= Saddam Hussein statue destruction =

2003 Iraqi political event

The toppling of Saddam Hussein's statue in Firdos Square in Baghdad shortly after the invasion of Iraq in 2003

On 9 April 2003, during the U.S. invasion of Iraq, a large statue of Saddam Hussein in Baghdad's Firdos Square was destroyed by Iraqi civilians and United States Marines. The event received global media coverage, wherein it came to symbolize the end of Saddam's rule in Iraq.

U.S. government officials and journalists, citing footage of jubilant Iraqis jumping on and sledgehammering the statue, claimed the event symbolized a victory for the United States. However, the development of an Iraqi insurgency undermined this narrative. A retrospective analysis by ProPublica and The New Yorker concluded that the media had exaggerated both the size and enthusiasm of the crowd, had influenced the crowd's behavior, and subsequently had turned the event into "a visual echo chamber" that promoted an unrealistically optimistic account of the invasion at the expense of more important news stories.

==Significance==
In April 2002, the 12 m statue was erected in honor of Saddam Hussein's official 65th birthday.

In the afternoon of 9 April 2003, a group of Iraqi civilians began to attack the statue. One such futile attempt by sledgehammer-wielding weightlifter Kadhem Sharif Al-Jabbouri caught media attention. Shortly after, an advance unit of the United States Marine Corps from the 3rd Battalion, 4th Marines arrived at Firdos Square, secured the area, and contacted the foreign journalists who had been quartered in the Palestine Hotel at the square. Following a couple of hours, the U.S. Marines toppled the statue with an M88 armored recovery vehicle.

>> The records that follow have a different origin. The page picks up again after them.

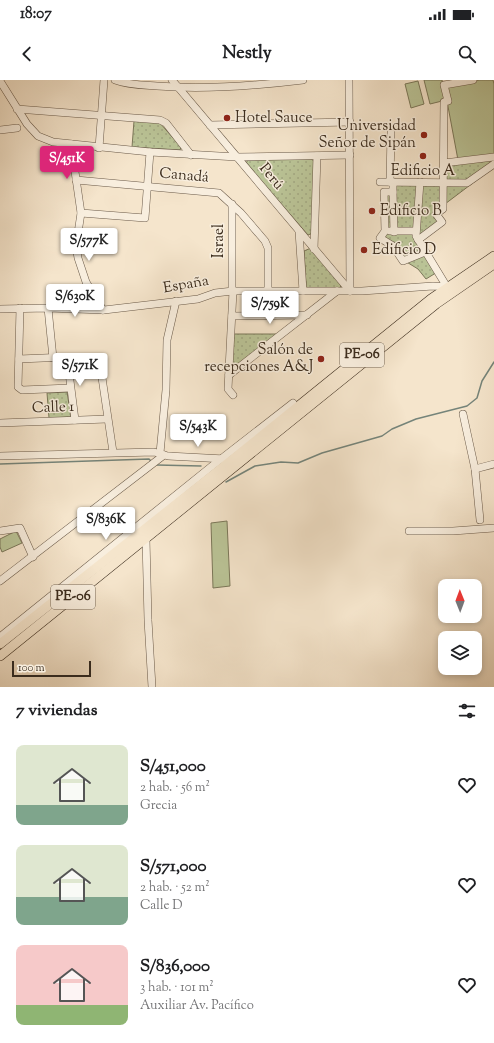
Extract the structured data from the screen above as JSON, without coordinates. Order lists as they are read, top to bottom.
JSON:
{
  "streets": {
    "main road": ["PE-06"],
    "street": [
      "Canadá",
      "Perú",
      "Israel",
      "España",
      "Calle 1"
    ]
  },
  "crossings": [
    ["Canadá", "Israel"],
    ["Canadá", "España"],
    ["Perú", "España"],
    ["Israel", "España"],
    ["España", "PE-06"]
  ],
  "places": [
    "Hotel Sauce",
    "Universidad Señor de Sipán",
    "Edificio A",
    "Edificio B",
    "Edificio D",
    "Salón de recepciones A&J"
  ],
  "scale_bar": "100 m",
  "north": "top",
  "page": {
    "status": "18:07",
    "header": "Nestly",
    "price": [
      "S/451K",
      "S/577K",
      "S/630K",
      "S/759K",
      "S/571K",
      "S/543K",
      "S/836K"
    ],
    "scale": "100 m",
    "heading": "7 viviendas",
    "list": [
      {
        "name": "S/451,000",
        "note": "2 hab. · 56 m² · Grecia"
      },
      {
        "name": "S/571,000",
        "note": "2 hab. · 52 m² · Calle D"
      },
      {
        "name": "S/836,000",
        "note": "3 hab. · 101 m² · Auxiliar Av. Pacífico"
      }
    ]
  }
}
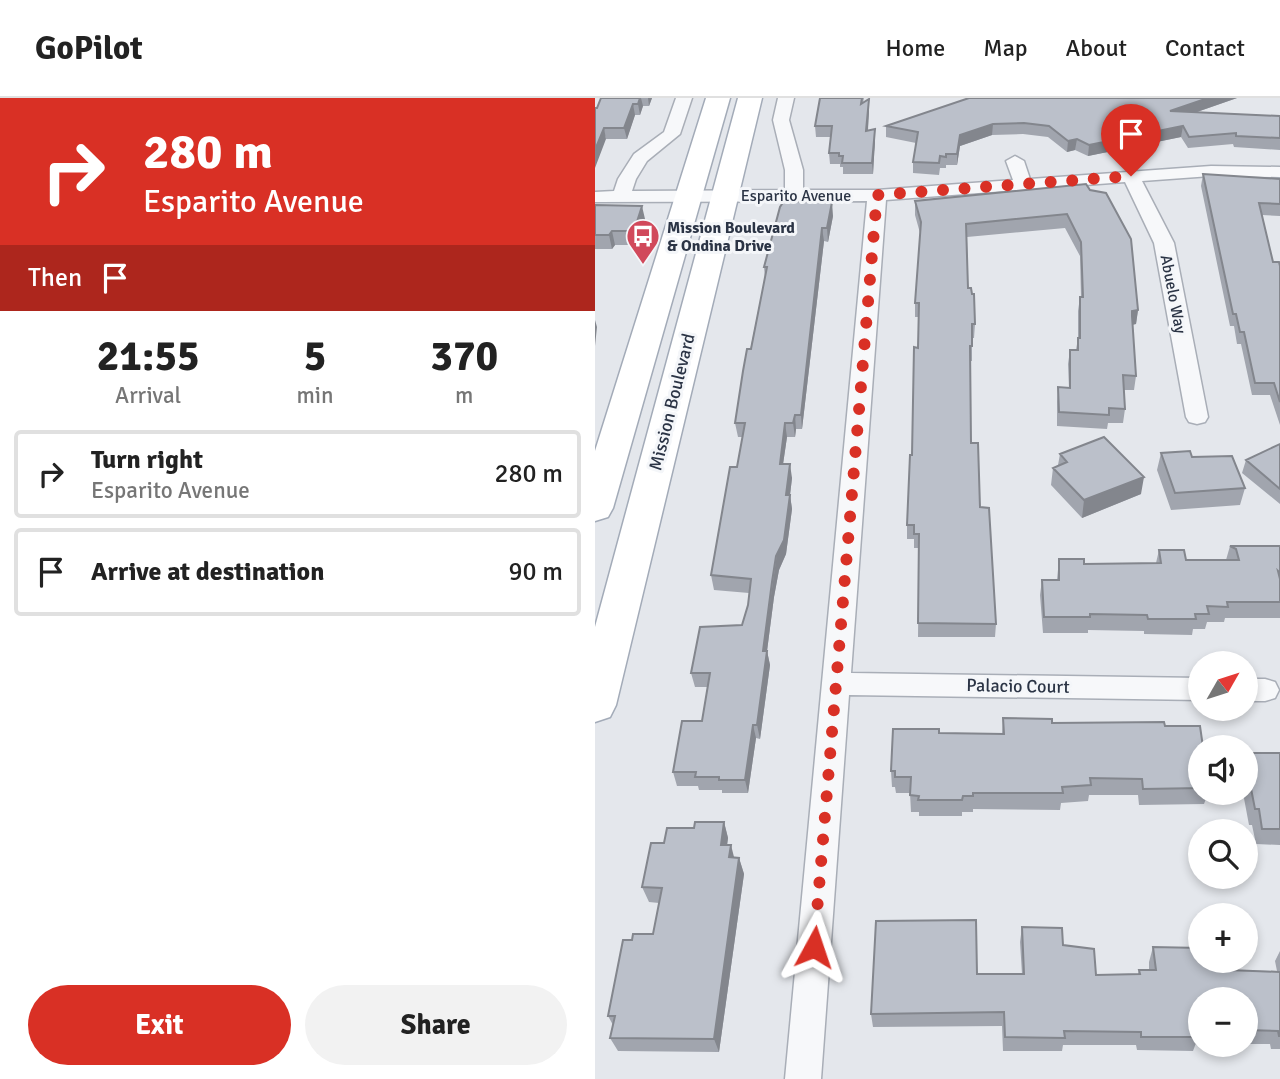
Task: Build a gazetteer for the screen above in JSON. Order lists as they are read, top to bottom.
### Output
{
  "streets": {
    "main road": ["Mission Boulevard"],
    "street": ["Esparito Avenue", "Abuelo Way", "Palacio Court"]
  },
  "crossings": [
    ["Esparito Avenue", "Abuelo Way"],
    ["Esparito Avenue", "Mission Boulevard"]
  ],
  "places": {
    "bus stop": ["Mission Boulevard & Ondina Drive"]
  },
  "north": "top right",
  "page": {
    "header": "GoPilot",
    "nav": [
      "Home",
      "Map",
      "About",
      "Contact"
    ],
    "turn": ["280 m", "Esparito Avenue"],
    "then": "Then",
    "eta": [
      "21:55",
      "Arrival",
      "5",
      "min",
      "370",
      "m"
    ],
    "list": [
      {
        "name": "Turn right",
        "note": "Esparito Avenue",
        "value": "280 m"
      },
      {
        "name": "Arrive at destination",
        "value": "90 m"
      }
    ],
    "map_buttons": ["+", "−"],
    "buttons": ["Exit", "Share"]
  }
}
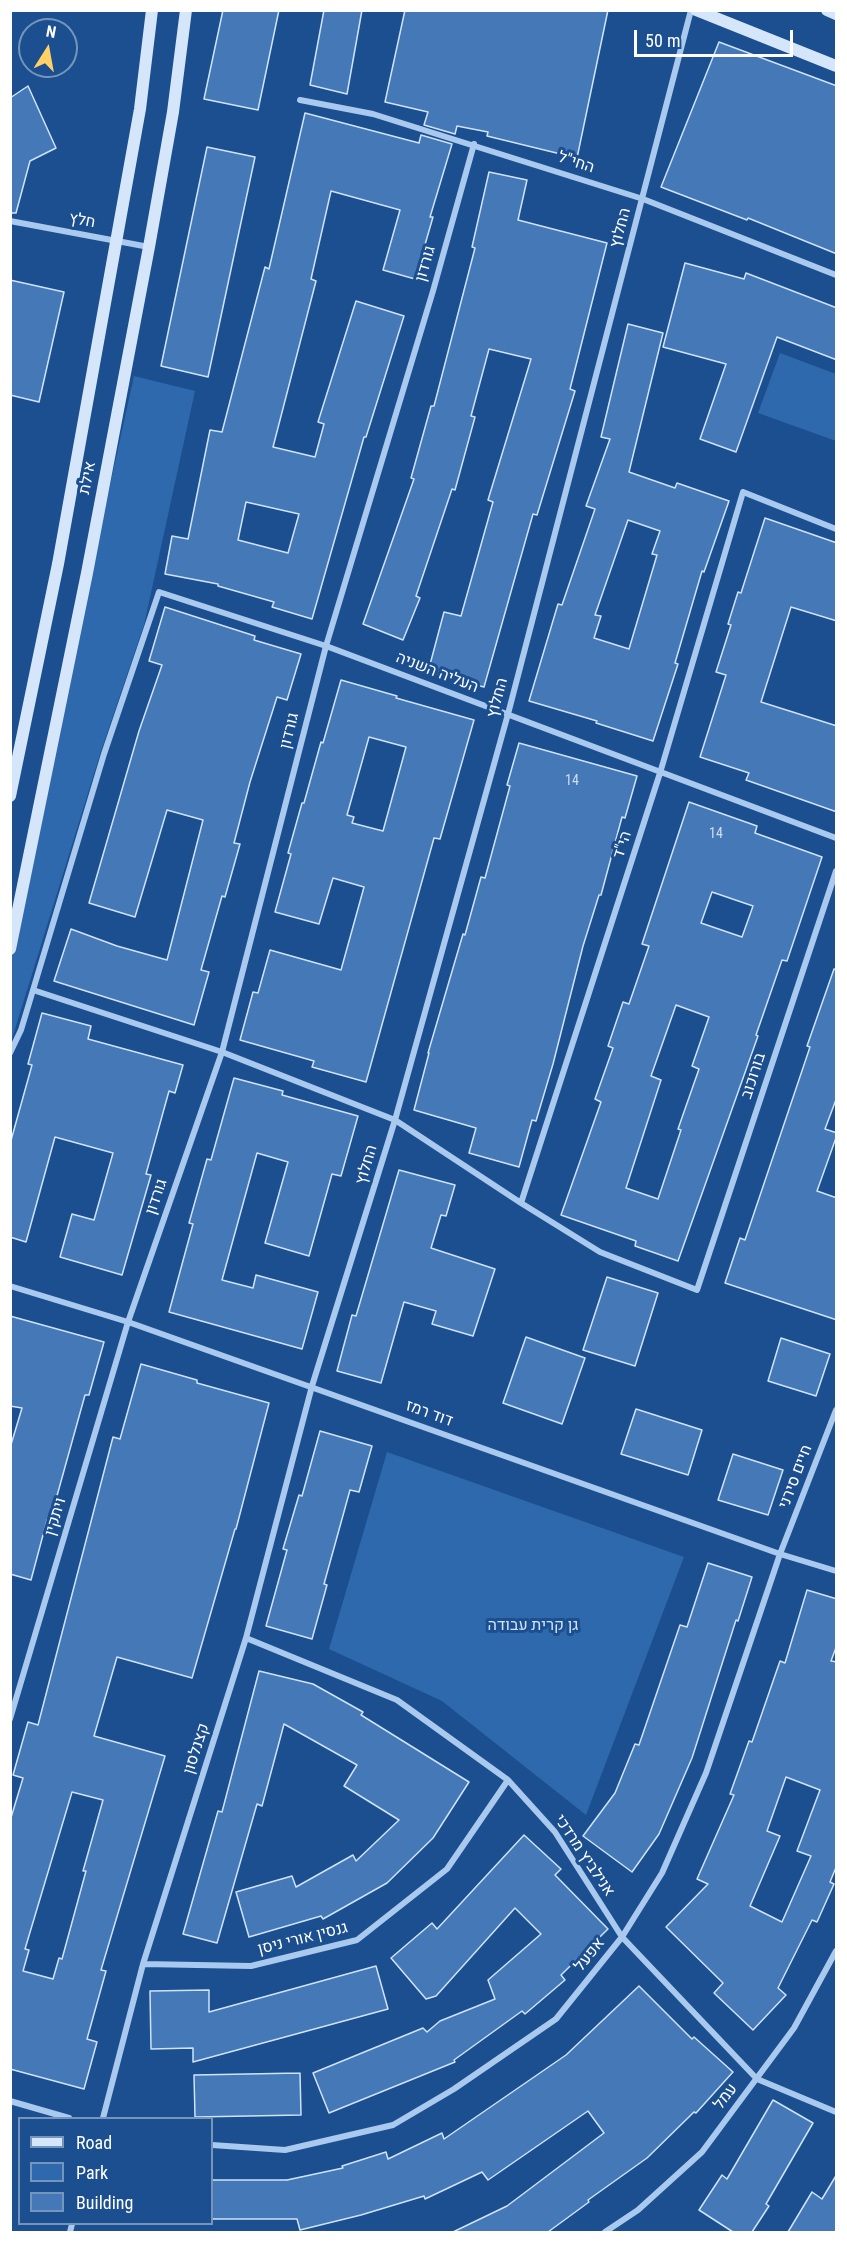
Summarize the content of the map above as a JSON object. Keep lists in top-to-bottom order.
{
  "streets": {
    "street": [
      "החי\"ל",
      "חלץ",
      "החלוץ",
      "גורדון",
      "אילת",
      "העליה השניה",
      "הי\"ד",
      "בורוכוב",
      "דוד רמז",
      "חיים סירני",
      "ויתקין",
      "קצנלסון",
      "אנילביץ מרדכי",
      "גנסין אורי ניסן",
      "אפעל",
      "עמל"
    ]
  },
  "crossings": [
    ["החי\"ל", "החלוץ"],
    ["החי\"ל", "גורדון"],
    ["חלץ", "אילת"],
    ["החלוץ", "העליה השניה"],
    ["החלוץ", "דוד רמז"],
    ["החלוץ", "קצנלסון"],
    ["גורדון", "העליה השניה"],
    ["גורדון", "דוד רמז"],
    ["גורדון", "ויתקין"],
    ["העליה השניה", "הי\"ד"],
    ["הי\"ד", "בורוכוב"],
    ["דוד רמז", "חיים סירני"],
    ["דוד רמז", "ויתקין"],
    ["דוד רמז", "קצנלסון"],
    ["דוד רמז", "אפעל"],
    ["חיים סירני", "אפעל"],
    ["קצנלסון", "אנילביץ מרדכי"],
    ["קצנלסון", "גנסין אורי ניסן"],
    ["אנילביץ מרדכי", "גנסין אורי ניסן"],
    ["אנילביץ מרדכי", "אפעל"],
    ["אנילביץ מרדכי", "עמל"]
  ],
  "parks": ["גן קרית עבודה"],
  "house_numbers": ["14", "14"],
  "legend": ["Road", "Park", "Building"],
  "scale_bar": "50 m",
  "north": "top"
}
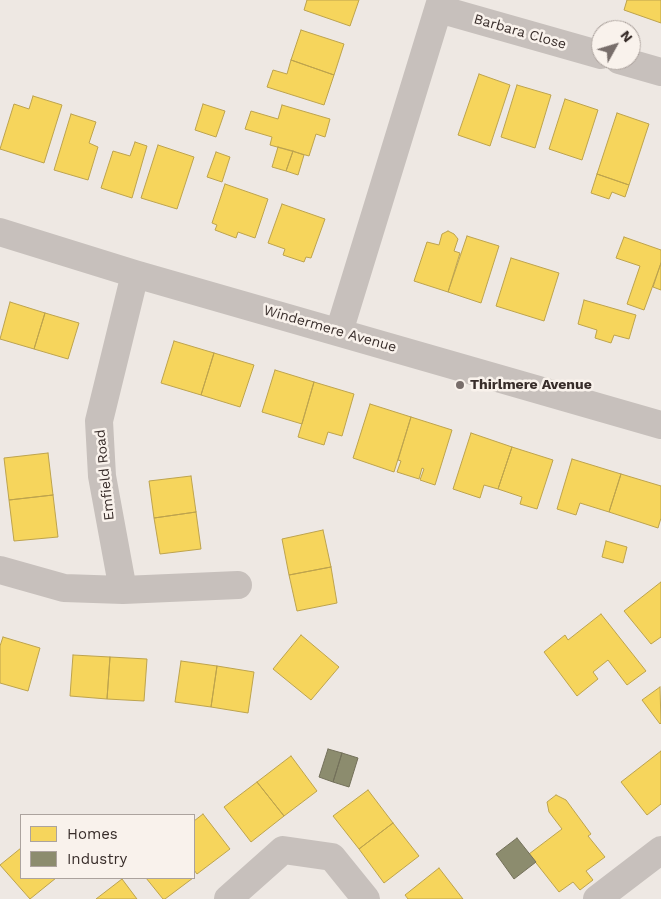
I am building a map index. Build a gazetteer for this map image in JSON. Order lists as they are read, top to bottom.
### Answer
{
  "streets": {
    "street": ["Barbara Close", "Windermere Avenue", "Emfield Road"]
  },
  "crossings": [
    ["Windermere Avenue", "Emfield Road"]
  ],
  "places": ["Thirlmere Avenue"],
  "legend": ["Homes", "Industry"],
  "north": "top right"
}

According to the book Shooter, the first plan was to attach a cable between the M88 and the statue's torso area. Someone pointed out that if the cable snapped, it might whiplash and kill people. The alternate method chosen was to wrap a chain around the neck. Eventually, the M88 was able to topple the statue, which was jumped and stomped upon by Iraqi citizens, who then decapitated the statue and dragged it through the streets of the city, hitting it with their shoes. The destruction of the statue was shown live on cable news networks as it happened and made the front pages of newspapers and covers of magazines throughout the world – symbolizing the fall of Saddam's government. The images of the statue's destruction provided a clear refutation of Information Minister Muhammad Saeed al-Sahhaf's reports that Iraq had been winning the war.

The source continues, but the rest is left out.